Your FERS retirement benefits consist of three main components: The Basic FERS Retirement Pension, Social Security, and the Thrift Savings Plan (TSP). And while your FERS pension is one of the more unique parts of your retirement package, Social Security is an equally important benefit providing guaranteed income. Since Social Security is such an essential part of your retirement benefits, you must understand how it interacts with other benefits, how its COLAs work, and when your benefit may be reduced. So, this week we’ll dive into the three things that every federal employee must know about Social Security.
1. Social Security And The FERS Supplement
Suppose you’re a FERS federal employee that retires under the immediate annuity option and is under age 62. In that case, you’re eligible for a pension supplement called the Special Retirement Supplement (SRS), also known as the FERS Retiree Annuity Supplement (RAS), or simply the Supplement. Because Social Security is a key component of your FERS pension, the SRS is designed to bridge the gap between when you retire and when you become eligible for Social Security (age 62).
Hence, if you retire under an immediate annuity and before age 62, the Supplement will be a critical part of your retirement income. Now contrary to what many have heard, the Supplement is not paid by Social Security but instead is paid by OPM. And receiving the Supplement Does Not impact your Social Security benefits. Once you reach age 62, your Supplement payments will stop, and if you choose to, you may begin receiving your Social Security benefits.
2. Social Security COLAs And FERS COLAs Can Be Different
While your FERS pension and your Social Security benefits will receive Cost of Living Adjustments (COLAs), the calculation used differs for both benefits. So, it is likely that you’ll see both benefits grow at different rates throughout your retirement.
Social Security’s COLAs are determined by the change in the Consumer Price Index for Urban Wage Earners and Clerical Workers (CPI-W), which the U.S. Department of Labor calculates from the third quarter average of the previous year to the third quarter average for the current year. This means that if the CPI-W shows that prices have increased, then your Social Security benefits will receive a COLA.
Unlike Social Security and a variety of military benefits, the FERS COLAs may not be identical to the changes in the CPI-W. The FERS COLA formula is as follows: If the increase in the CPI-W is 2 percent or less, the COLA is identical to the increase.

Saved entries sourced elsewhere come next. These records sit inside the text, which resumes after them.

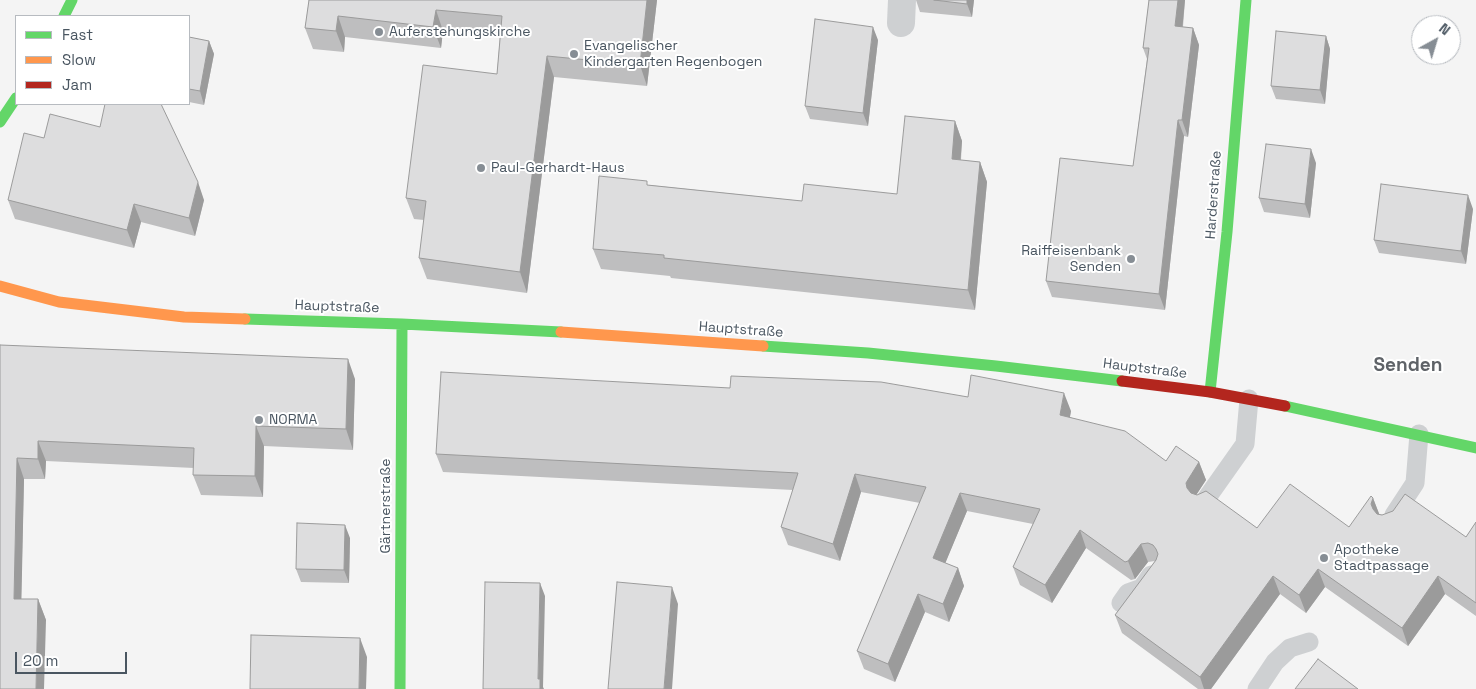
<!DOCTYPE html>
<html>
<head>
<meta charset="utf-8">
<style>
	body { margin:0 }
	#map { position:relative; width:1476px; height:689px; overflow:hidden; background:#f4f4f4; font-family:"Space Grotesk",sans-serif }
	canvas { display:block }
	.legend { position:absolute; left:15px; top:15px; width:175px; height:90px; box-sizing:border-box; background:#fff; border:1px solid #b7bbc0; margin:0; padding:6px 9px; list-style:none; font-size:15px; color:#4a5661 }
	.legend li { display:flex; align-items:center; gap:10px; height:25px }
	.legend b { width:25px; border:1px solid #b7bbc0 }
	.north { position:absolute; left:1411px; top:15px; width:50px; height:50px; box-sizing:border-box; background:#fff; border:1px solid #b7bbc0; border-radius:50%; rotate:39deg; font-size:14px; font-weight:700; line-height:20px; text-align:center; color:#4a5661 }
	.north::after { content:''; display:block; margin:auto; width:18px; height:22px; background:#868d94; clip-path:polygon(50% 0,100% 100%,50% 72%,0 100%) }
	.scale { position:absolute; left:15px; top:652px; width:112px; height:22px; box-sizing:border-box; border:2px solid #4a5661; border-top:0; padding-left:6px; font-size:15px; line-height:18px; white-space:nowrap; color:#4a5661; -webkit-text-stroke:4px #fff; paint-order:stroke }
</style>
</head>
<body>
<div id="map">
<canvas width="1476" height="689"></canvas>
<ul class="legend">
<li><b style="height:6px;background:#63d668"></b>Fast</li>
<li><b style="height:6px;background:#ff974d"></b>Slow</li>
<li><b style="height:6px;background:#b3261e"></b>Jam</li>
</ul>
<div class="north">N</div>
<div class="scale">20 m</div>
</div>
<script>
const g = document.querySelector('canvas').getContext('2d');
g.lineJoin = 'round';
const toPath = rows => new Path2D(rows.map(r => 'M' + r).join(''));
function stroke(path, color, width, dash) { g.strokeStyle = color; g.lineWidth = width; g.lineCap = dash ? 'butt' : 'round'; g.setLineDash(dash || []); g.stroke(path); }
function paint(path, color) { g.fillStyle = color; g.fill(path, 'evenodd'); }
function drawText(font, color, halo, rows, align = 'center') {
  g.font = font + ' "Space Grotesk",sans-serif'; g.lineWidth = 4; g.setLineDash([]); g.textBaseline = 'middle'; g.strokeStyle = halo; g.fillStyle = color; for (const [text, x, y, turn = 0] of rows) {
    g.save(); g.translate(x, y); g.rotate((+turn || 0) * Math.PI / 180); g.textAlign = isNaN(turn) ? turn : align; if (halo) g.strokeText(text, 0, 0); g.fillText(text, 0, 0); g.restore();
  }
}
stroke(toPath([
	[1204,502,1245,444,1249,399],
	[1394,515,1415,483,1419,434],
	[1121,603,1128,593,1142,588,1151,575],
	[1257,689,1275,662,1290,648,1309,642]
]), '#ced0d2', 19);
stroke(toPath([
	[901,23,902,0]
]), '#ced0d2', 28);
stroke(toPath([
	[64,16,72,0],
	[0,122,16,98],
	[245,319,402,324,561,332],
	[763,346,868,353,996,366,1122,381],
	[1210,392,1227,232,1246,0],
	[1285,406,1476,448],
	[400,689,402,324]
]), '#63d668', 11);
stroke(toPath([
	[0,286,59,302,184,317,245,319],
	[561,332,763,346]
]), '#ff974d', 11);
stroke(toPath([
	[1122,381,1210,392,1285,406]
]), '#b3261e', 11);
paint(toPath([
	[309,0,657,0,647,86,554,77,527,293,427,279,419,258,424,220,414,219,406,198,497,74,500,36,443,31,441,48,345,37,344,52,313,49,305,28],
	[916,0,974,0,972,17,920,12],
	[1149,0,1185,0,1183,27,1193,28,1199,45,1188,137,1184,136,1165,310,1052,297,1046,281,1133,166,1147,59,1143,48],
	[1326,36,1330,49,1325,104,1276,99,1271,86],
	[189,37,209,41,214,54,204,105,189,102],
	[878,40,868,126,810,119,805,106],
	[955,121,962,141,961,160,980,162,987,182,975,310,671,278,670,276,601,269,593,249,649,185,802,201,897,194],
	[1316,163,1310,218,1264,212,1259,198],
	[8,200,204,200,195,236,141,222,134,248,15,219],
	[1473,209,1466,264,1379,253,1374,240],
	[0,345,355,379,353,450,264,446,263,497,201,495,193,475,194,468,46,461,45,479,24,479,21,599,38,599,46,620,0,689],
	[730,388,968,397,1071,411,1070,417,1166,461,1199,462,1206,480,1196,495,1257,528,1349,527,1373,498,1379,514,1466,537,1476,522,1476,616,1445,594,1408,646,1325,587,1306,613,1280,594,1211,689,1198,689,1122,633,1115,615,1155,561,1148,562,1135,579,1131,580,1086,548,1052,603,1020,585,1013,567,1033,524,967,511,945,563,958,568,964,586,949,622,925,612,895,682,864,669,857,651,920,503,861,492,840,561,788,545,781,527,793,490,443,472,436,454],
	[350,538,349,583,301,582,296,569]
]), '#bebebf');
paint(toPath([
	[647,0,657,0,647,86,640,65],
	[967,0,974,0,972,17,967,4],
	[1178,0,1185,0,1181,42,1175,26],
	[436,10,443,31,441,48,433,27],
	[338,16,345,37,344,52,336,31],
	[873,27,878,40,868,126,863,113],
	[1193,28,1199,45,1188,137,1182,120],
	[1326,36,1330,49,1325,104,1320,90],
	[209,41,214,54,204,105,200,91],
	[547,56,554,77,527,293,520,272],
	[1178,120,1184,136,1165,310,1159,294],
	[955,121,962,141,959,179,952,159],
	[1311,149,1316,163,1310,218,1305,204],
	[980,162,987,182,975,310,968,290],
	[198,182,204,200,195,236,189,218],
	[1468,195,1473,209,1466,264,1461,251],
	[134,204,141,222,134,248,127,230],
	[348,359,355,379,353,450,346,429],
	[1064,393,1071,411,1067,432,1060,415],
	[256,426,264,446,263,497,255,476],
	[38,441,46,461,45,479,38,459],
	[17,458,24,479,21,619,14,599],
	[1199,462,1206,480,1193,500,1187,488,1186,483],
	[855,474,861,492,840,561,833,544],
	[960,493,967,511,940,576,933,558],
	[1373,498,1380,516,1378,522,1371,504],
	[345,525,350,538,349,583,344,570],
	[1080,530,1086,548,1052,603,1045,585],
	[1141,544,1148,562,1135,579,1128,561],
	[958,568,964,586,949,622,943,604],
	[1318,569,1325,587,1306,613,1299,595],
	[1273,576,1280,594,1211,689,1204,689,1200,677],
	[1438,576,1445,594,1408,646,1402,628],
	[540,583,545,596,543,687,544,689,540,689,538,679],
	[672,587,678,604,672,689,664,689],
	[918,594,925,612,895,682,888,664],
	[38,599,46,620,44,689,36,689],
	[360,638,367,657,366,689,359,689]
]), '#9b9b9b');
const building = toPath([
	[309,0,647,0,640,65,547,56,520,272,419,258,426,201,406,198,423,65,497,74,502,16,436,10,433,27,338,16,336,31,305,28,309,0],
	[934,0,967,0,967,4,934,0],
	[1149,0,1178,0,1175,26,1193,28,1182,120,1178,120,1159,294,1046,281,1060,158,1133,166,1149,48,1143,48,1149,0],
	[815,19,873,27,863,113,805,106,815,19],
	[1276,31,1326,36,1320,90,1271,86,1276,31],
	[189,37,209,41,200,91,189,89,189,37],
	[105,104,161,104,198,182,189,218,134,204,127,230,8,200,24,133,44,138,50,114,100,127,105,104],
	[905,116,955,121,952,159,980,162,968,290,664,258,664,255,593,249,599,176,647,181,647,185,802,201,804,184,897,194,905,116],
	[1266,144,1311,149,1305,204,1259,198,1266,144],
	[1381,184,1468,195,1461,251,1374,240,1381,184],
	[0,345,348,359,346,429,256,426,255,476,193,475,194,448,38,441,38,459,17,458,14,599,38,599,36,689,0,689,0,345],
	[441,372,730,388,731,376,881,382,968,397,971,375,1064,393,1060,415,1125,431,1166,461,1176,446,1199,462,1186,483,1187,488,1191,493,1197,495,1206,491,1257,528,1290,484,1349,527,1371,496,1373,498,1371,504,1373,509,1377,514,1382,515,1393,511,1405,494,1466,537,1476,522,1476,603,1438,576,1402,628,1318,569,1299,595,1273,576,1200,677,1115,615,1156,560,1158,554,1156,549,1153,545,1148,543,1141,544,1128,561,1125,562,1080,530,1045,585,1013,567,1040,509,960,493,933,558,958,568,943,604,918,594,888,664,857,651,926,487,855,474,833,544,781,527,798,473,436,454,441,372],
	[297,523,345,525,344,570,296,569,297,523],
	[485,582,540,583,538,679,540,679,540,689,483,689,485,582],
	[617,582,672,587,664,689,608,689,617,582],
	[251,635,360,638,359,689,250,689,251,635],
	[1318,659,1358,689,1295,689,1318,659]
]);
paint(building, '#ddddde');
stroke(building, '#9b9b9b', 1);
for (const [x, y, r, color] of [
	[379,32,5,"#868d94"],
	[574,54,5,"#868d94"],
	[481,168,5,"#868d94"],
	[1131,259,5,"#868d94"],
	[259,420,5,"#868d94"],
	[1324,558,5,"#868d94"]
]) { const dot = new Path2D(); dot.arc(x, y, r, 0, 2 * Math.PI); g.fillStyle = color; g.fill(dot); stroke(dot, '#fff', 2); }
drawText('14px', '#4a5661', '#fff', [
	["Auferstehungskirche",389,32],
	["Evangelischer",584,46],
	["Kindergarten Regenbogen",584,62],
	["Paul-Gerhardt-Haus",491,168],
	["Raiffeisenbank",1121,251,"right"],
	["Senden",1121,267,"right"],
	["NORMA",269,420],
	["Apotheke",1334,550],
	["Stadtpassage",1334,566]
], 'left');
drawText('14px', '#4a5661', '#fff', [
	["Harderstraße",1214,195,-86],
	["Hauptstraße",337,307,2],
	["Hauptstraße",741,330,4],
	["Hauptstraße",1145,369,7],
	["Gärtnerstraße",386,506,-90]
]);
drawText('bold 19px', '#5f6368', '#fff', [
	["Senden",1408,366]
]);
</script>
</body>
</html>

But if the CPI-W increase is more than 2 percent but no more than 3 percent, then the COLA is limited to 2 percent. However, if the CPI-W increase is more than 3 percent, the adjustment is 1 percent less than the CPI-W increase.
So, the bottom line is that while your Social Security benefits will keep up with inflation, your FERS pension might lag the increases in the cost of living throughout your retirement years. This disparity further illustrates the importance of your Social Security benefits in retirement.
3. What Will Reduce Your Social Security Benefits?
If you decide to claim your Social Security benefits before your full retirement age (FRA), your benefits will be subject to an earnings test. Your FRA ranges between ages 66 and 67 and is based on your birth year. You can find your FRA by checking the table below:
If you are subject to an earnings test and have earnings from wages or self-employment that exceed the Social Security annual earnings limit, your benefits will be reduced or stopped until your earnings fall below the threshold. The earnings limit for 2022 is $19,560, and for every $2 that exceeds this limit, your benefits will be reduced by $1. It’s important to note that the earnings test does not include investment income, rental income, or TSP and IRA distributions. Now let’s look at an example of how this threshold works:
Let’s say Bob is under his full retirement age all year and receives a monthly Social Security benefit of $1,600 ($19,200 for the year).
He also earned $29,560 ($10,000 over the $19,560 limit) during the year. In this case, his Social Security benefits would be reduced by $5,000 ($1 for every $2 earned over the limit). Therefore, his annual benefits would now total $14,200 ($19,200 – $5,000) and his monthly benefit would be $1,183 ($14,200/12).
Keep in mind that there is no earnings limit after you reach your FRA, so you can work and earn any amount while continuing to receive your full benefits.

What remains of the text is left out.